1. When did you realise you wanted to be a designer?
Around the second year of my college design education. The first year I didn’t care. I actually started studying graphic design because it seemed the path of least resistance at the time. I was a terrible student in high school and I barely graduated. I used to doodle the Metallica and Iron Maiden logos on my notebooks all the time so I figured a career that involved doing stuff like that wouldn’t be the worse and I figured there wouldn’t be a lot of tests of things to memorize.
So it was the first class that we designed an identity where it clicked and I saw how cool and fun it was to come up with a set of ingredients to create different applications. I also had no other skills or ambitions so I just followed that career path into my first design job, then my second, and 22 years later here I am.

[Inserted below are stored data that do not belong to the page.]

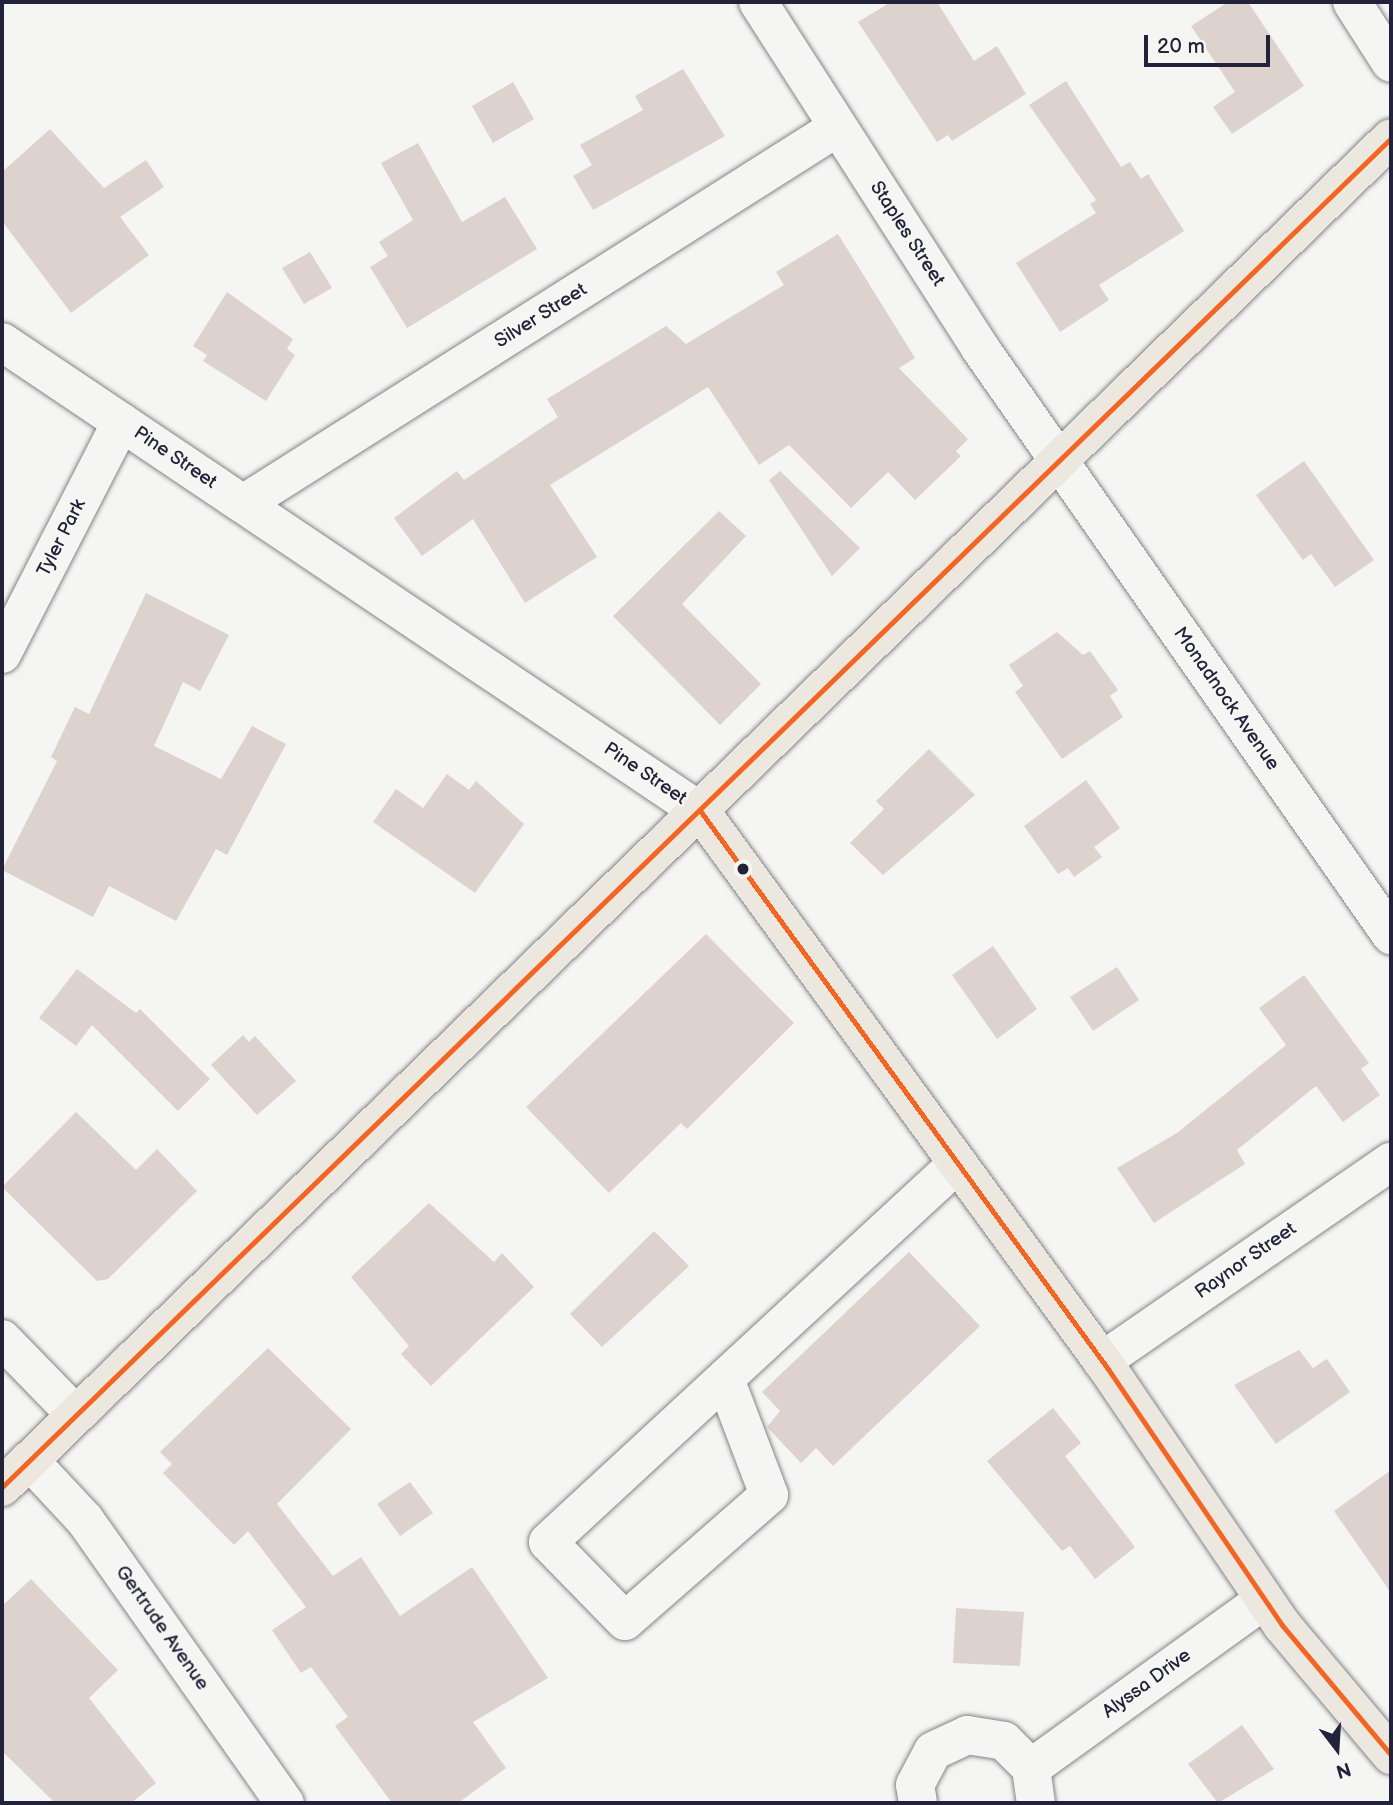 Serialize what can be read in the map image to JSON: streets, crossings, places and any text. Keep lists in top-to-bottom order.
{
  "streets": {
    "main road": ["Pine Street"],
    "street": [
      "Staples Street",
      "Silver Street",
      "Tyler Park",
      "Monadnock Avenue",
      "Raynor Street",
      "Gertrude Avenue",
      "Alyssa Drive"
    ]
  },
  "crossings": [
    ["Staples Street", "Silver Street"],
    ["Staples Street", "Monadnock Avenue"],
    ["Silver Street", "Pine Street"],
    ["Pine Street", "Tyler Park"],
    ["Pine Street", "Raynor Street"],
    ["Pine Street", "Alyssa Drive"]
  ],
  "scale_bar": "20 m",
  "north": "bottom"
}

2. How did you get started and what was the biggest hurdle you overcame?
I went to college in Mexico City, which is where I was born and lived my whole life. I was able to get a job in the United States in Atlanta, GA, in 1999, which was the height of the original dot-com boom. My wife, then girlfriend was also studying design in Mexico but in a different university that she hated and got out midway to switch to Portfolio Center in Atlanta, which is why I ended up there.
The biggest hurdle was adjusting to U.S. life and customs and shifting from the metric system to inches… which is why I guess I now love picas more than anything because it’s a neutral measuring unit between the two. I also felt like I had a lot to prove, being an underdog and also because I needed my employer to keep me employed and sponsor my work visa.

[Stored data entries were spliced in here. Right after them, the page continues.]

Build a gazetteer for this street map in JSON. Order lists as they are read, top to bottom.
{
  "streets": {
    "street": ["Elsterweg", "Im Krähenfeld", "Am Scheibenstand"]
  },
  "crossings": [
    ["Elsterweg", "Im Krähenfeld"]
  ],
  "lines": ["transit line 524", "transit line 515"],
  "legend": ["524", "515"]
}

From that point I just always strived to work harder than other designers and take any additional time needed to learn new skills and stay one step ahead of anyone who might be after my job because I couldn’t afford to lose it.
3. What’s been your most successful way of getting clients?
Word of mouth. It never fails. You do a good job for someone and they will refer you or hire you again when they move to another job. I’m a very nice person to a fault and I try to never ever burn any bridges because you never know who might be your next big benefactor.
When I left Pentagram to start my own business (and my wife, previously girlfriend that I followed left her job as well), I would say that 90% of our clients came from referrals or direct connections from clients I worked while at Pentagram. All because I was nice to them. And I guess I did good design as well.
4. How do you get clients to stay with you and use you for more work?
See above. Do good work, above everything. But another big aspect is clear communication and establishing of expectations. When you are able to explain to clients what to expect from the design process and counsel them through it all, that’s the biggest thing you can do for them. Doing things that look nice is fine and assumed but I think it’s how you lead clients through the process that earns you their trust.
5. Do you ever have issues with clients paying late? How do you manage that?
All the time. You haven’t lived if you haven’t been paid late or not at all. It happens. It’s then a matter of putting stopgaps in place to not happening again. Don’t start a job until they sign a working agreement or make the first deposit; don’t hand off files until they have completed payment; don’t do business with someone that wants to have a design presentation at International House of Pancakes on a Saturday morning. I learned that one the hard way.
6. What does your typical work day look like?
5:00 am – 7:00 am: Write first post for Brand New
7:00 am – 7:30 am: Walk dogs
7:30 am – 9:00 am: Work out (and bathe and breakfast)
9:00 am – 12:00 pm: Write two other posts for Brand New, then whatever are the tasks of the day
12:00 pm – 1:00 pm: Lunch
1:00 pm – 5:00 pm: Big push of work (plus answering of any difficult emails)
5:00 pm – 6:00 pm: Prepare images for Brand New posts for the next day
6:00 pm – 7:30 pm: Dinner with the family
7:30 pm – 8:00 pm: Easy email answering
8:00 pm – 8:30 pm: Watch The Simpsons with my youngest kid (there is 32 seasons!)
8:30 pm – 9:00 pm (sometimes): More email answering
8:30 pm – 10:00 pm (most often): Watch TV
10:00 pm: Sleep
7. Any piece of advice/wisdom that you’d like to give the readers at This Design Life?
Don’t wait for inspiration or motivation, work your way through your job with dedication, determination, and routine. It’s not exciting or it may not sound like a creative way to do your job but if you nail down those three basic approaches, the good work flows more easily and generously.